Réunion du 9 décembre 2015 à 10h30
Commission des lois constitutionnelles, de la législation et de l'administration générale de la république

Photo issue du site de l'Assemblée nationale ou de WikipediaMarie-Françoise Bechtel :

Il est légitime que nous nous concentrions, par le biais d'un appareil législatif constitué d'un texte organique et d'un texte ordinaire, sur l'élection présidentielle, car le dépoussiérage a beaucoup tardé et le Conseil constitutionnel a avancé des propositions précises depuis longtemps. En outre, l'élection présidentielle au suffrage universel direct s'avère radicalement différente des autres scrutins nationaux et se distingue également des autres systèmes démocratiques, à l'exception de celui des États-Unis, même si le régime américain diverge fortement du nôtre. Cette élection ordonne toute la vie politique française, l'instauration du quinquennat et d'un nouveau calendrier électoral dans lequel les législatives suivent immédiatement la présidentielle ayant renforcé cette prépondérance. Cela a favorisé le retour du régime des partis, le développement actuel d'un tripartisme renforçant les paradoxes de cette situation, la Cinquième République ayant été conçue pour mettre un terme à la prépondérance des partis. Nous devons nous montrer prudents dans notre action, même dans des matières qui ne semblent que formelles et procédurales.

J'approuve les propos de notre collègue Marc Dolez sur la publicité des parrainages. Cette réforme n'avantagera pas les petits partis, car, si la transparence peut paraître souhaitable, elle favorisera en l'espèce les pressions des appareils des grands partis.

Le passage à une équité assumée du temps de parole dans la période intermédiaire pose la question de l'aura véritable du CSA qui devra la faire respecter. Il s'agit d'un décentrement des pouvoirs, puisque l'on ôte à la loi la fonction d'organisatrice de la très délicate garantie de l'égalité et de l'équité, pour la conférer au CSA. Cette autorité administrative indépendante a-t-elle les moyens législatifs et jouit-elle de suffisamment de légitimité pour assurer ce contrôle ?

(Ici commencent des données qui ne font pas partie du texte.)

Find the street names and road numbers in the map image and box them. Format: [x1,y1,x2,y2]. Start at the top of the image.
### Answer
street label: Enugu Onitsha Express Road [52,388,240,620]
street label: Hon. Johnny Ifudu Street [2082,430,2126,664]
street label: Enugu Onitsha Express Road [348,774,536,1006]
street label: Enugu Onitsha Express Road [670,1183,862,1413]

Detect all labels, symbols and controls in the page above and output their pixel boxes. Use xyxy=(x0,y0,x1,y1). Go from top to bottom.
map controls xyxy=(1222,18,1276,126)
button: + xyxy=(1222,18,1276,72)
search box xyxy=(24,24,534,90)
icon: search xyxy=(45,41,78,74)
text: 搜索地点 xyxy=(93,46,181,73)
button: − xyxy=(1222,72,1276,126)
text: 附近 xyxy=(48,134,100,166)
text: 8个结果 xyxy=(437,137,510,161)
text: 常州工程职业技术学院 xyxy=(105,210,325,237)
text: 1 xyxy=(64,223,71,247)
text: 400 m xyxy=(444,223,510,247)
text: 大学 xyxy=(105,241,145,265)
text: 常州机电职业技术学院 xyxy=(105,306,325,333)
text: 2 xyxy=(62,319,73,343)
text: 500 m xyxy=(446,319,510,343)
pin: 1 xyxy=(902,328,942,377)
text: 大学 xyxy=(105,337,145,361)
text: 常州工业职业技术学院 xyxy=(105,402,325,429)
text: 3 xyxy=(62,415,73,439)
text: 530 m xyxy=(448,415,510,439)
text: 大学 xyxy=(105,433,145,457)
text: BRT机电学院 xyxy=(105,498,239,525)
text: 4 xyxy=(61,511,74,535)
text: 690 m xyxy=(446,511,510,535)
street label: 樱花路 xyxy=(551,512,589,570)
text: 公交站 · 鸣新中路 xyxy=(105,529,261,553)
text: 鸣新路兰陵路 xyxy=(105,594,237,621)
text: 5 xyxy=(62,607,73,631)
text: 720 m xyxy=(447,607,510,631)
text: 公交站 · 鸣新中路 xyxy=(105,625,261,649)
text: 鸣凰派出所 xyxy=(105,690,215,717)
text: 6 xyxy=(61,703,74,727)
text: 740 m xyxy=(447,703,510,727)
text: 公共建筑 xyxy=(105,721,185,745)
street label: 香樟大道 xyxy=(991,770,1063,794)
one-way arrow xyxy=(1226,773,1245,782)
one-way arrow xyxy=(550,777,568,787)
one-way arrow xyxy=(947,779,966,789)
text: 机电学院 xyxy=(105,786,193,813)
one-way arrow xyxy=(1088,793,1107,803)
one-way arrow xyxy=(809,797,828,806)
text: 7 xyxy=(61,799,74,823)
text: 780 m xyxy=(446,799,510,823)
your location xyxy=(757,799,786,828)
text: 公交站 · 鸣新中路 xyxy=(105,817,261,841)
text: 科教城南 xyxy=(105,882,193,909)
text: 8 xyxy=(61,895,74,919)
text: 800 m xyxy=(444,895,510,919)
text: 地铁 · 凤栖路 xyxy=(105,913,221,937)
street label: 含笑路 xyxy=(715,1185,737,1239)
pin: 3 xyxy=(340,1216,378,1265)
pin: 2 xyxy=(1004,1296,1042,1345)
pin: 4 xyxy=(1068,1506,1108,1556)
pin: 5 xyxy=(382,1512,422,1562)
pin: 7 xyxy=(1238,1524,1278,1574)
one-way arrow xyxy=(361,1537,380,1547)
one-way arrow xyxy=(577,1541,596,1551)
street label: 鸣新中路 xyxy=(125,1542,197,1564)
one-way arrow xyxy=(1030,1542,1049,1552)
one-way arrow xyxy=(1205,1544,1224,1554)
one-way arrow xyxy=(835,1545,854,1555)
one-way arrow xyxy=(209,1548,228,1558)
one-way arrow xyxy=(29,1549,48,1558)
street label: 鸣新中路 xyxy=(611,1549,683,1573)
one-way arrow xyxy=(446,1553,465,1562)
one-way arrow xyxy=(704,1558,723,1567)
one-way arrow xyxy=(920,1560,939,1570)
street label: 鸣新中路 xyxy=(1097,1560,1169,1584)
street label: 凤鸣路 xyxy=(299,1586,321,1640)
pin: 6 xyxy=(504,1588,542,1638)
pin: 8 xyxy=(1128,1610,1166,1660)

À la lumière du débat qui vient d'avoir lieu, je m'interroge encore davantage sur l'opportunité de réduire à six mois le délai de computation des dépenses de campagne. Cette nouvelle règle empêcherait certes le président en titre et candidat à l'élection présidentielle d'utiliser les moyens de l'État les plus tapageurs, mais le délai d'un an l'entrave dans la mobilisation des moyens les plus invisibles. Il y a donc des éléments qui plaident pour l'adoption de cette mesure et d'autres qui engagent à la retenue. L'intérêt de cette réforme réside dans l'arrêt du « fignolage » – ce que le doyen Vedel dénonçait comme l'agrandissement permanent de la boîte à outils –, mais mon avis n'est pas encore arrêté. En la matière comme en tant d'autres, écouter les arguments des uns et des autres avant de se forger une opinion me paraît une bonne politique.